Extracted records section start
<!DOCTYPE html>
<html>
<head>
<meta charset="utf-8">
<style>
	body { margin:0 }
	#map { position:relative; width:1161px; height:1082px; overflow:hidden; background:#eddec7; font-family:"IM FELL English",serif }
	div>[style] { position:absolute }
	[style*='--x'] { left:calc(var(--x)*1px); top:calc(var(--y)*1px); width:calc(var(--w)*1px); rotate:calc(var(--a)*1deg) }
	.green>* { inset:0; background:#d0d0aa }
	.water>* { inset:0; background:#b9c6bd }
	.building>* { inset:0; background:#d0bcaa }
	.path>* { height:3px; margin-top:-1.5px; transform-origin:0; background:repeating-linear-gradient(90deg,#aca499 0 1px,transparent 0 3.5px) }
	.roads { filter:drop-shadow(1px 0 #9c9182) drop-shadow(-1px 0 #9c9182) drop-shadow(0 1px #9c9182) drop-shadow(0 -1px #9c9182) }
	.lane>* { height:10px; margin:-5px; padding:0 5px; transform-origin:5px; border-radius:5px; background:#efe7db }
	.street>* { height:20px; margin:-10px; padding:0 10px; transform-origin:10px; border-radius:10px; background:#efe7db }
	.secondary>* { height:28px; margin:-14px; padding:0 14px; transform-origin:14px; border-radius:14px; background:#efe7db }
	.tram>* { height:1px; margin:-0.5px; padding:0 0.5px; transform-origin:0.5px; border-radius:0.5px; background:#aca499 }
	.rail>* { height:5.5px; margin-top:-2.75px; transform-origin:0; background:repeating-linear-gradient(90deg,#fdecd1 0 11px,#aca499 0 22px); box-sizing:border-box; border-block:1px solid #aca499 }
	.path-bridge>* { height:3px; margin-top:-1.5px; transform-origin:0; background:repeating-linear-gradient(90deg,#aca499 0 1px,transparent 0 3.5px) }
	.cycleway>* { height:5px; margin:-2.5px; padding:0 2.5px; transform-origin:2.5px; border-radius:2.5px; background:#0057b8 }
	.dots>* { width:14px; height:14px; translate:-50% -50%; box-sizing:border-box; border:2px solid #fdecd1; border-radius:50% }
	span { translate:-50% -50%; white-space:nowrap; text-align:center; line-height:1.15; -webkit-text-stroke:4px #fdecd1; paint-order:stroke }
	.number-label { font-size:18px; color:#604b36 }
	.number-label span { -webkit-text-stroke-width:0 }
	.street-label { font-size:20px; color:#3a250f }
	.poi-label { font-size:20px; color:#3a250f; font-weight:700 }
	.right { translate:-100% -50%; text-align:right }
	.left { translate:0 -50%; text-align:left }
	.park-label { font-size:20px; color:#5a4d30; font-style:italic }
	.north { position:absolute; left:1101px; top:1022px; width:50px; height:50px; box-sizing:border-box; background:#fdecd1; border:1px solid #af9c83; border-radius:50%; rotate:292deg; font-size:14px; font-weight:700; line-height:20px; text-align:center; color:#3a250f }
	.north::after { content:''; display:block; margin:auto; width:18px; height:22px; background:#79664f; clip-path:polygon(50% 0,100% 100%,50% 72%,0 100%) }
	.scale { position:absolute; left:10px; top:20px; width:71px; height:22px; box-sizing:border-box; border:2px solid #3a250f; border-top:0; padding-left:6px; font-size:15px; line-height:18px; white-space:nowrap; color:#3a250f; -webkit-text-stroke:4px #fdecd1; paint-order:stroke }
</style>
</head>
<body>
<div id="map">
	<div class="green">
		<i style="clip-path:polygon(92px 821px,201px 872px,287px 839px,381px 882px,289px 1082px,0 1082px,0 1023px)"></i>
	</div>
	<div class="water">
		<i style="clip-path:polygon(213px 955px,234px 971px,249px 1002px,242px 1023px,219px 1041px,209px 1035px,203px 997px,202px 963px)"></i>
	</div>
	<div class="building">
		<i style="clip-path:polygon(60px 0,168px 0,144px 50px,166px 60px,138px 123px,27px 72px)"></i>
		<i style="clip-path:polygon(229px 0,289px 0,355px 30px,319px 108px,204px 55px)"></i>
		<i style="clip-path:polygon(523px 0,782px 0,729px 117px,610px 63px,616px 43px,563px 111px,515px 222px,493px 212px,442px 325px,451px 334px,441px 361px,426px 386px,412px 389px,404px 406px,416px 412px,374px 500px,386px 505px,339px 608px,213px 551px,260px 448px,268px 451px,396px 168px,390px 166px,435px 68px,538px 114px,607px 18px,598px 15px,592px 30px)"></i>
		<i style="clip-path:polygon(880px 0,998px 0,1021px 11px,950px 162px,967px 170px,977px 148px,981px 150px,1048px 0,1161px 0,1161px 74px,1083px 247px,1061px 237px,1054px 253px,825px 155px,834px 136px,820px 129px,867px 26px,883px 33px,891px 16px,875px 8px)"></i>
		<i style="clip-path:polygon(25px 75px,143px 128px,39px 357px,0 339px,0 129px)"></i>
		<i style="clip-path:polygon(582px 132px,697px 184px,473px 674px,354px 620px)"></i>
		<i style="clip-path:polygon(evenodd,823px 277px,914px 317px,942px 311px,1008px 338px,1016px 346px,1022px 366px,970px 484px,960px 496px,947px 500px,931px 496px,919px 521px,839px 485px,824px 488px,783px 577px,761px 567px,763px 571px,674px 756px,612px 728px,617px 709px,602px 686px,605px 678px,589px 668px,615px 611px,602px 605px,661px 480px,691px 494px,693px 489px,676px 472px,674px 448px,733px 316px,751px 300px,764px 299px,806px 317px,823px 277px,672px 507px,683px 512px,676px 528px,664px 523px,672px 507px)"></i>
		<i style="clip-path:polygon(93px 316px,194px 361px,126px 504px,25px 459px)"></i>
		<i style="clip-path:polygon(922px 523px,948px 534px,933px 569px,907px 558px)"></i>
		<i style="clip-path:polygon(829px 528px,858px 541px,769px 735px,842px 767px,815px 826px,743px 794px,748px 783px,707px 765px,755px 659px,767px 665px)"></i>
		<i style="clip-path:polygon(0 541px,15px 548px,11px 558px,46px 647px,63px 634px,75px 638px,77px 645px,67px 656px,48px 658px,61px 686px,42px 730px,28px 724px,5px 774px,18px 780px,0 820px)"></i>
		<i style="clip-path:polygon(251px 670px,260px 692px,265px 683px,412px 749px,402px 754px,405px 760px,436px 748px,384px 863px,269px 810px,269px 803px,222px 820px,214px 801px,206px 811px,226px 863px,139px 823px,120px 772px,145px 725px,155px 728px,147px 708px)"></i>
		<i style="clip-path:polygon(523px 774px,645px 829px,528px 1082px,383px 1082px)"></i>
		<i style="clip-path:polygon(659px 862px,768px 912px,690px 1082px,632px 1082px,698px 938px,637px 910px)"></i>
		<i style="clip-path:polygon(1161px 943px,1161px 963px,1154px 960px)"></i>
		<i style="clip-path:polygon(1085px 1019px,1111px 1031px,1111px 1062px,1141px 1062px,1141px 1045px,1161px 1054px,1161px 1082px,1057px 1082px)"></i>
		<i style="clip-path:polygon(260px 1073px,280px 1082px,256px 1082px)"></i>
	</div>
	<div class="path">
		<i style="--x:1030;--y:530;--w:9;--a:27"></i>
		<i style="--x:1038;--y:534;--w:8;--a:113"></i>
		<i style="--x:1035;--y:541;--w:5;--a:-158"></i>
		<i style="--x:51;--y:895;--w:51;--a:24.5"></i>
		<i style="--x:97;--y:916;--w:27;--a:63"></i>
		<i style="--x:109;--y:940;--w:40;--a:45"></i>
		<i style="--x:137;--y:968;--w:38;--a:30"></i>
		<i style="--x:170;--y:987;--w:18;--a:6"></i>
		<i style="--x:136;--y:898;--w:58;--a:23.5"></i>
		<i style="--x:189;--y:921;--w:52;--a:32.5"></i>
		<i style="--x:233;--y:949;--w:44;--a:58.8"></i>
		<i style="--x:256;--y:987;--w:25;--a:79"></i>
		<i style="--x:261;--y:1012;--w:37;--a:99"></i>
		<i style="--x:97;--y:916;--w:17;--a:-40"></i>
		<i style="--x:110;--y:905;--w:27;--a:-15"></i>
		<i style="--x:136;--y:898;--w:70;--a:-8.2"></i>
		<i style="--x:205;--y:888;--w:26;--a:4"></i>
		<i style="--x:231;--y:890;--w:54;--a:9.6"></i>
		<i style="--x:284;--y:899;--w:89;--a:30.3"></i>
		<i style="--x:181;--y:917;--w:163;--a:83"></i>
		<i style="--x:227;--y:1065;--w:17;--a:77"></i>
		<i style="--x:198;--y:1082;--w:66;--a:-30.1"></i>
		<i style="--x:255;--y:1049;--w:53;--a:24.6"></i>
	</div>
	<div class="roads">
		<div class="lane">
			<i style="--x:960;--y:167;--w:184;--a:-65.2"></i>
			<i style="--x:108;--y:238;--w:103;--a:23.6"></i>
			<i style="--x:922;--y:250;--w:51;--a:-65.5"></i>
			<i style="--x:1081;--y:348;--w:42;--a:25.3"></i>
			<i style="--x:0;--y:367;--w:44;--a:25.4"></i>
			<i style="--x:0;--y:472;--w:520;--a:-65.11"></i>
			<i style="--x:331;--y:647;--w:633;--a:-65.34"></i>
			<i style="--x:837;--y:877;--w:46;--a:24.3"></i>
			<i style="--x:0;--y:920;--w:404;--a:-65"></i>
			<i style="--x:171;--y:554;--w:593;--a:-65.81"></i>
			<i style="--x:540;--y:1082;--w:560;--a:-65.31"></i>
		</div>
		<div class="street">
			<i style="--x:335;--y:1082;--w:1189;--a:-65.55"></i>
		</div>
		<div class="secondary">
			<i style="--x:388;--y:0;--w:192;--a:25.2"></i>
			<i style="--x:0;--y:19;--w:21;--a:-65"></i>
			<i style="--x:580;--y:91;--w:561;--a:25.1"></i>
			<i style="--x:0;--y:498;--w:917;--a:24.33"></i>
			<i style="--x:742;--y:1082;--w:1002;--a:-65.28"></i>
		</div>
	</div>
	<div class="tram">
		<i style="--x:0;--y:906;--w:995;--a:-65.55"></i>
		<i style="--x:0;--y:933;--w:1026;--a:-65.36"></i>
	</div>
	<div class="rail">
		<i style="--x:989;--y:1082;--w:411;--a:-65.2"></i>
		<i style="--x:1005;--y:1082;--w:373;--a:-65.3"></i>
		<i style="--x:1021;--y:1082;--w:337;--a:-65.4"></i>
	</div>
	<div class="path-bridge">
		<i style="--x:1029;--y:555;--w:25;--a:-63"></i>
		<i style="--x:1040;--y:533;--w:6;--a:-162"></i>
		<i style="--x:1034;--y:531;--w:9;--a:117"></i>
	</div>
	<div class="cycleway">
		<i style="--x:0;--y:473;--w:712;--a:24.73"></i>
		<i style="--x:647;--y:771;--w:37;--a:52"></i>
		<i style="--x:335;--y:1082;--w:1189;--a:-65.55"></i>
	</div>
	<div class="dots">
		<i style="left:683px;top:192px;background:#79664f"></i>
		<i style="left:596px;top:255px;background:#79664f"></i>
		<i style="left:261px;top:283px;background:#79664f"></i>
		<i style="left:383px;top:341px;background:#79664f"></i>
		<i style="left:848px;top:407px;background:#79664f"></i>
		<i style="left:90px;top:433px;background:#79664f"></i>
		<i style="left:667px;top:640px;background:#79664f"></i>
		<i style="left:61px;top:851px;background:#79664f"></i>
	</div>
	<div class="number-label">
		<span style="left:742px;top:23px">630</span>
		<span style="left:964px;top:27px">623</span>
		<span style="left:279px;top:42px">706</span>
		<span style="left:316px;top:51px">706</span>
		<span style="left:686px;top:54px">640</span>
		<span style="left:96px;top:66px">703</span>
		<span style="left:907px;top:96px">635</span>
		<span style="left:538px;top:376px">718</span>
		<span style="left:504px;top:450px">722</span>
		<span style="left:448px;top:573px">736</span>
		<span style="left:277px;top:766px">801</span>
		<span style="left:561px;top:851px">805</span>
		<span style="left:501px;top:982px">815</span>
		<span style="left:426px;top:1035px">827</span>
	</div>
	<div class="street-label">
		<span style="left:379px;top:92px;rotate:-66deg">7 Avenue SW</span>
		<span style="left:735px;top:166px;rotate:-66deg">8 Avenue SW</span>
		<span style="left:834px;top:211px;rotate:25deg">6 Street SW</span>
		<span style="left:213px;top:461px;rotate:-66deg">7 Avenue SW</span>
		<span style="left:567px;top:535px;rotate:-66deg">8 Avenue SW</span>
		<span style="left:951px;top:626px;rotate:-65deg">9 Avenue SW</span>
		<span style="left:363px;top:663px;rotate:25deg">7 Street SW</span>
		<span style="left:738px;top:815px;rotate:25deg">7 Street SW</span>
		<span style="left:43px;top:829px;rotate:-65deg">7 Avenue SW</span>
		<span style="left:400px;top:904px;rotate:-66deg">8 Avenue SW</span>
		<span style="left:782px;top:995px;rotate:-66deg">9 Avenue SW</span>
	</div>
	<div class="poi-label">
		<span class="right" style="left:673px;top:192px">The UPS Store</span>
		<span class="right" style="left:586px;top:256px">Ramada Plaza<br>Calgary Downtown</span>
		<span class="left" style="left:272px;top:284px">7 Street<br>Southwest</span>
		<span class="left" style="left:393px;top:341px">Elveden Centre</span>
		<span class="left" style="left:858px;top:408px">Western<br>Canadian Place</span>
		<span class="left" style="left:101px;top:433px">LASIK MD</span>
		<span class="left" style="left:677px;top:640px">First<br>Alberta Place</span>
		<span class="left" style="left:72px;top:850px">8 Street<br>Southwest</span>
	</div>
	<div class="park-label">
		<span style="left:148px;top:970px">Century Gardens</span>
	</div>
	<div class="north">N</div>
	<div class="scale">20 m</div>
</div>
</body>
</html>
Extracted records section end
Extracted records section start
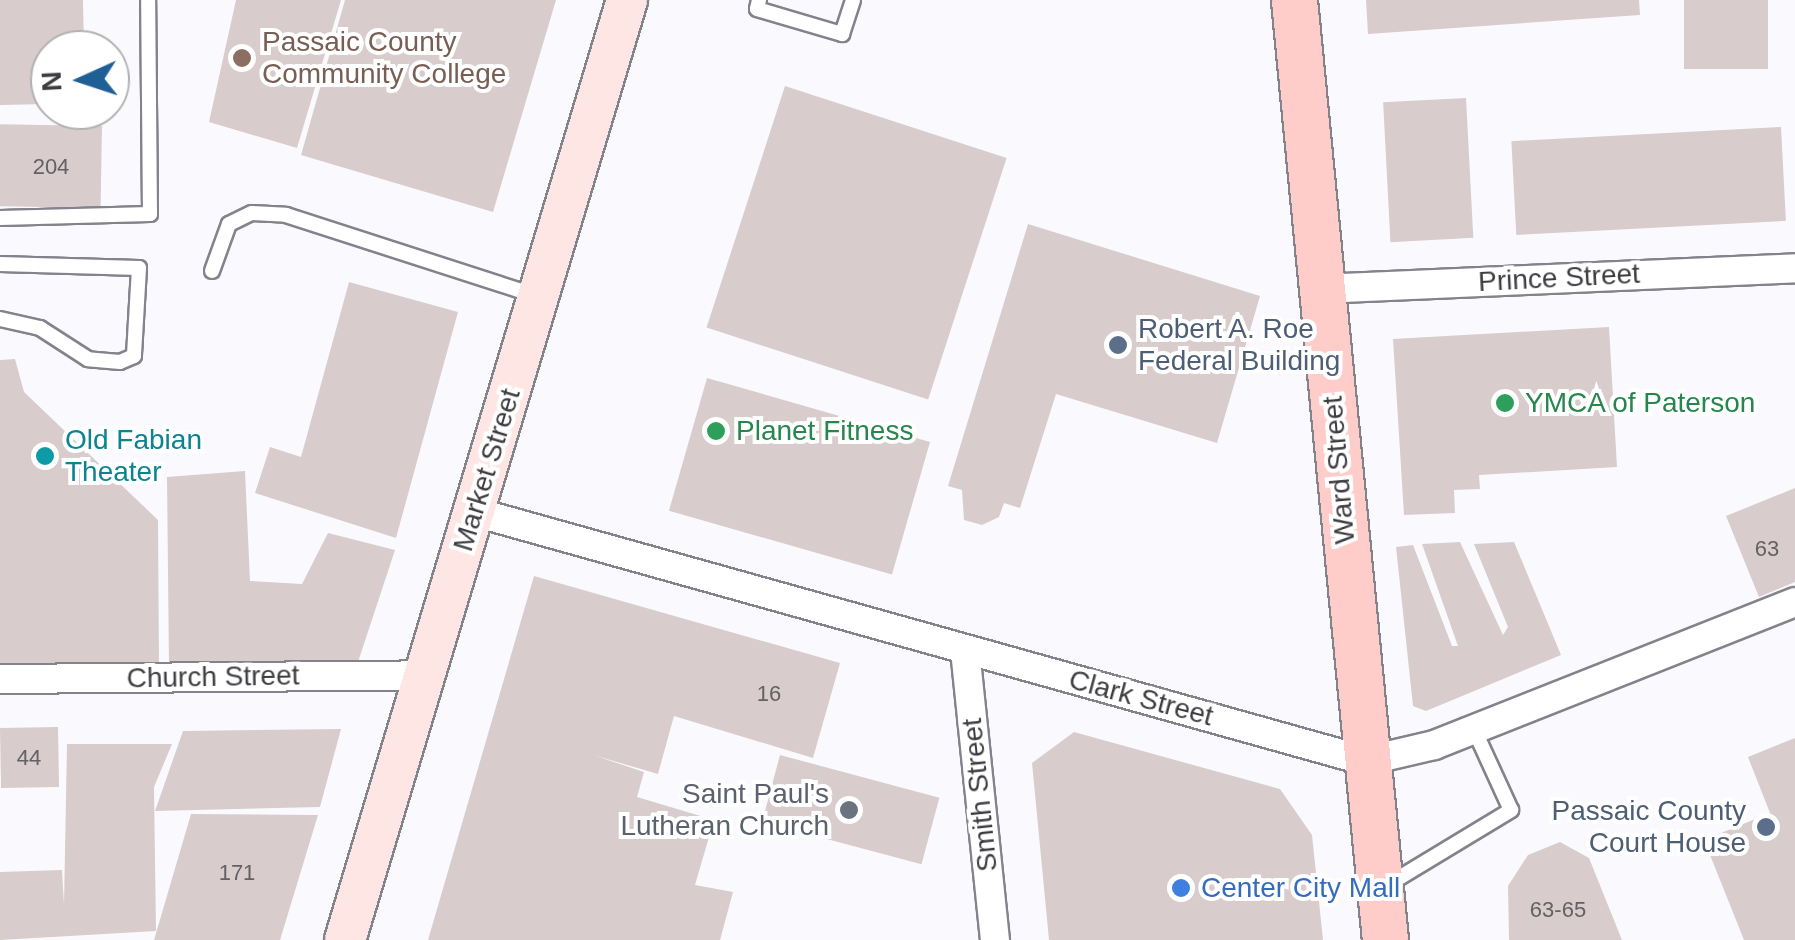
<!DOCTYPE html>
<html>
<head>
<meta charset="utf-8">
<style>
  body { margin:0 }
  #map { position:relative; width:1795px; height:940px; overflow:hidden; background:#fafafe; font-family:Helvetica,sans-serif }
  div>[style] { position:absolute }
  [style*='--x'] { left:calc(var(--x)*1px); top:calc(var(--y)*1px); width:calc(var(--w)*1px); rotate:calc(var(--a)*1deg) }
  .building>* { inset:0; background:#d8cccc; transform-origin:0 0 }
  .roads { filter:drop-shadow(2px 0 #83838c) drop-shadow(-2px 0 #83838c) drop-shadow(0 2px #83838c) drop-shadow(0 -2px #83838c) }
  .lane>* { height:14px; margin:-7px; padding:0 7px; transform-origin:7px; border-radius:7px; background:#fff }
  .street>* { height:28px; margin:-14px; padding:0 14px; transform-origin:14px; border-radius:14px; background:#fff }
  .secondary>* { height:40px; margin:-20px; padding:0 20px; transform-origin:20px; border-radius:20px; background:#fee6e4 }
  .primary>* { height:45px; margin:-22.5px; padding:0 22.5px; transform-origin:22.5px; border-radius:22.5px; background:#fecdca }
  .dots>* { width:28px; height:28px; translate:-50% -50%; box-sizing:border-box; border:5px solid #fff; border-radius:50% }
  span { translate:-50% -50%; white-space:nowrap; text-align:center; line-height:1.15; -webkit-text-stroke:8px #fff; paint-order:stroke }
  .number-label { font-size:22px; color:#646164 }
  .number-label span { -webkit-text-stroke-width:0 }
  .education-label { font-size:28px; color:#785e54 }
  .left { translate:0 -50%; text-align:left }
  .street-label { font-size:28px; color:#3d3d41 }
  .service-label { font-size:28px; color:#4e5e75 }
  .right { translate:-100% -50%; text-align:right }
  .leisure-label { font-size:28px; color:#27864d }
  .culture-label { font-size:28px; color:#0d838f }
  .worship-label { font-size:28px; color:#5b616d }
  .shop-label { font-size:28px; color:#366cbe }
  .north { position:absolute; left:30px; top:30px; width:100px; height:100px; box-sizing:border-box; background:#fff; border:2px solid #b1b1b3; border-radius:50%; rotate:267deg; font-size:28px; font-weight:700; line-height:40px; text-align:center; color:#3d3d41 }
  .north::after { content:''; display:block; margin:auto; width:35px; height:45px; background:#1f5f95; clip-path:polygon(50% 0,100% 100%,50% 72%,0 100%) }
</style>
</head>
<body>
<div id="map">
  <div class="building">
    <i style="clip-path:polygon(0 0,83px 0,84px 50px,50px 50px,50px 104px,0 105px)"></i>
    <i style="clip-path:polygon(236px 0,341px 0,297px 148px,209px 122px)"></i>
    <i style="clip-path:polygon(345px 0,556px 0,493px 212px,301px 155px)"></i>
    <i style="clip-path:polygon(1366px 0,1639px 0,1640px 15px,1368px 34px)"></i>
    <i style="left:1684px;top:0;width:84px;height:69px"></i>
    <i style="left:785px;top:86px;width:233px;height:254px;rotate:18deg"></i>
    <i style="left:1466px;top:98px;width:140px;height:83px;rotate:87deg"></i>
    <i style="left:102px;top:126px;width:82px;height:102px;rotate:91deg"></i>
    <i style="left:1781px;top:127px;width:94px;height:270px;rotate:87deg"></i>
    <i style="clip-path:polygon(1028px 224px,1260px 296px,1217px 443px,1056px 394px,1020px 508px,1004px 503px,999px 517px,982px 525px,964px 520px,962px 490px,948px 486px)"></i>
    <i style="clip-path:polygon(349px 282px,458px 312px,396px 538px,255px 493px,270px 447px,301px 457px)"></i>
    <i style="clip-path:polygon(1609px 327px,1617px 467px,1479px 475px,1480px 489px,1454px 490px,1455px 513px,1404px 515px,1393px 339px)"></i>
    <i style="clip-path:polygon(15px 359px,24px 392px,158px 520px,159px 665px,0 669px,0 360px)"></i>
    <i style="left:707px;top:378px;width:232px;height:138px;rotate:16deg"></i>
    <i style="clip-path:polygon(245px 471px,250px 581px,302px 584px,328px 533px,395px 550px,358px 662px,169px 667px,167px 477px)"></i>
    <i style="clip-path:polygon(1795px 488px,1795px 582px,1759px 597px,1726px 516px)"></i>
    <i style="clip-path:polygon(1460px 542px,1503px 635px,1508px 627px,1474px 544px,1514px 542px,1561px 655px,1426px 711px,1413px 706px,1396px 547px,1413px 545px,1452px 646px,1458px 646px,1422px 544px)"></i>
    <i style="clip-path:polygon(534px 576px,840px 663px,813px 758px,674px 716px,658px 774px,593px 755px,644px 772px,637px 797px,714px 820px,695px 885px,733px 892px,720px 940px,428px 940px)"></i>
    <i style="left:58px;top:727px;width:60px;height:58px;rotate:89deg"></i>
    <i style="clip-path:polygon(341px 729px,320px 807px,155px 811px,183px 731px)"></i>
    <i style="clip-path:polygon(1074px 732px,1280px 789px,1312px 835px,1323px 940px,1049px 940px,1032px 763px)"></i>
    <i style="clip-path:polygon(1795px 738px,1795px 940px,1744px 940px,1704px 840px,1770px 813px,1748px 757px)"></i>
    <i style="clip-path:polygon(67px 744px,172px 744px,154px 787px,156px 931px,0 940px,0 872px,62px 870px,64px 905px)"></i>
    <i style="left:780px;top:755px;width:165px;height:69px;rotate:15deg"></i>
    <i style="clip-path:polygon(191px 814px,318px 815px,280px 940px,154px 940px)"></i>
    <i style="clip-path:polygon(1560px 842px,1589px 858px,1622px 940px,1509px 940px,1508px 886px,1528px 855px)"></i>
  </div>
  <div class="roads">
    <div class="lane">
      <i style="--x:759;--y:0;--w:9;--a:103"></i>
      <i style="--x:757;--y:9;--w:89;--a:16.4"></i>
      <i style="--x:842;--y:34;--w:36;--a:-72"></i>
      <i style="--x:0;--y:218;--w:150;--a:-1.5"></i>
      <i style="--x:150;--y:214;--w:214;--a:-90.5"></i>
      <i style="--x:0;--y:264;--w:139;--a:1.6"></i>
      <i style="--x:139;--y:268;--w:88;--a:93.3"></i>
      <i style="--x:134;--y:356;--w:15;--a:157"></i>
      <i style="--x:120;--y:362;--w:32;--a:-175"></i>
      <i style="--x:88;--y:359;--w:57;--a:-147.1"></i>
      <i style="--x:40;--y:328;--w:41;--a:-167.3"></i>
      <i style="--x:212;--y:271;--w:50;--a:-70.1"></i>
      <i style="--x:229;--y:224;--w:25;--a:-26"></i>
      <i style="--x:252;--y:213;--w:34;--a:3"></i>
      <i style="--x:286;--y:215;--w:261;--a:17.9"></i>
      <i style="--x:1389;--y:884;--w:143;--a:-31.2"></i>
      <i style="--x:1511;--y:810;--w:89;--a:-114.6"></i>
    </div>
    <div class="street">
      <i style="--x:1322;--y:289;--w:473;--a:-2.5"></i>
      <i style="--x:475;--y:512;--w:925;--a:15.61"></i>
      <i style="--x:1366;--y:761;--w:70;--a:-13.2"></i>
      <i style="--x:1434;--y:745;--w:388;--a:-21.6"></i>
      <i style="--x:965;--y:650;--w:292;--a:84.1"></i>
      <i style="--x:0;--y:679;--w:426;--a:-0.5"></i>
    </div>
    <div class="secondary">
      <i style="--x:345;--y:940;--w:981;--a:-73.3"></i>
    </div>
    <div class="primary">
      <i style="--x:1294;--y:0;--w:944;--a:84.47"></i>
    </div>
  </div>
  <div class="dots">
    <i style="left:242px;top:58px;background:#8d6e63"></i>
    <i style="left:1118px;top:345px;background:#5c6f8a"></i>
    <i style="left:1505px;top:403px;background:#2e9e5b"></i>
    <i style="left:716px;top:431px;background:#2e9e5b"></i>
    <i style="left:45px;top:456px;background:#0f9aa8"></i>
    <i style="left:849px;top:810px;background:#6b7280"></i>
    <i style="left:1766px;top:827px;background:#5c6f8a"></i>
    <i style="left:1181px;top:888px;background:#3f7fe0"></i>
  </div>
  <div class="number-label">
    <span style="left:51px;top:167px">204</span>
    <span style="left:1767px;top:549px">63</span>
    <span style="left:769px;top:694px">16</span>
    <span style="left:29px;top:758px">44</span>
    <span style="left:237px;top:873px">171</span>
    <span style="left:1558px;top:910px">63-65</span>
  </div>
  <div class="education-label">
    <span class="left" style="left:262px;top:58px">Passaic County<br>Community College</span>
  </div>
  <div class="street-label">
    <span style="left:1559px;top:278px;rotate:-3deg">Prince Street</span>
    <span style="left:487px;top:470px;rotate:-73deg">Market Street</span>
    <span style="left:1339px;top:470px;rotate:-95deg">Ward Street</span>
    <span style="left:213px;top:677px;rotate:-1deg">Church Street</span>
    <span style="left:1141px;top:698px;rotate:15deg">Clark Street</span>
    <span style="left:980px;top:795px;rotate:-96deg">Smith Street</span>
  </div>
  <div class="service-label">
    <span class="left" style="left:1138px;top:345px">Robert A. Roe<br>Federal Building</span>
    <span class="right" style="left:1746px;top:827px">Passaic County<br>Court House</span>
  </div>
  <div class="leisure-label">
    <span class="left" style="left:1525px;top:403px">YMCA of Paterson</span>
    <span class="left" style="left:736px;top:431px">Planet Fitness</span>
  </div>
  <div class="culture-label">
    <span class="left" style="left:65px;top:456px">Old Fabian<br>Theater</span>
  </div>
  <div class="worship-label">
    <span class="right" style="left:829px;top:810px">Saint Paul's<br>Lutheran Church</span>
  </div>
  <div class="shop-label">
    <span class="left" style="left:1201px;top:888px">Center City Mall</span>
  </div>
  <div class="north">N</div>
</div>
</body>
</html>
Extracted records section end
● **What to produce**: What do the lines above say from the one containing "text-align:center; line-height:1.15; -webkit-text-stroke:4px" down to the one containing "font-size:20px; color:#3a250f; font-weight:700"? Return them exactly, both end lines included, and only them.

● **Reply to the exercise**:
	span { translate:-50% -50%; white-space:nowrap; text-align:center; line-height:1.15; -webkit-text-stroke:4px #fdecd1; paint-order:stroke }
	.number-label { font-size:18px; color:#604b36 }
	.number-label span { -webkit-text-stroke-width:0 }
	.street-label { font-size:20px; color:#3a250f }
	.poi-label { font-size:20px; color:#3a250f; font-weight:700 }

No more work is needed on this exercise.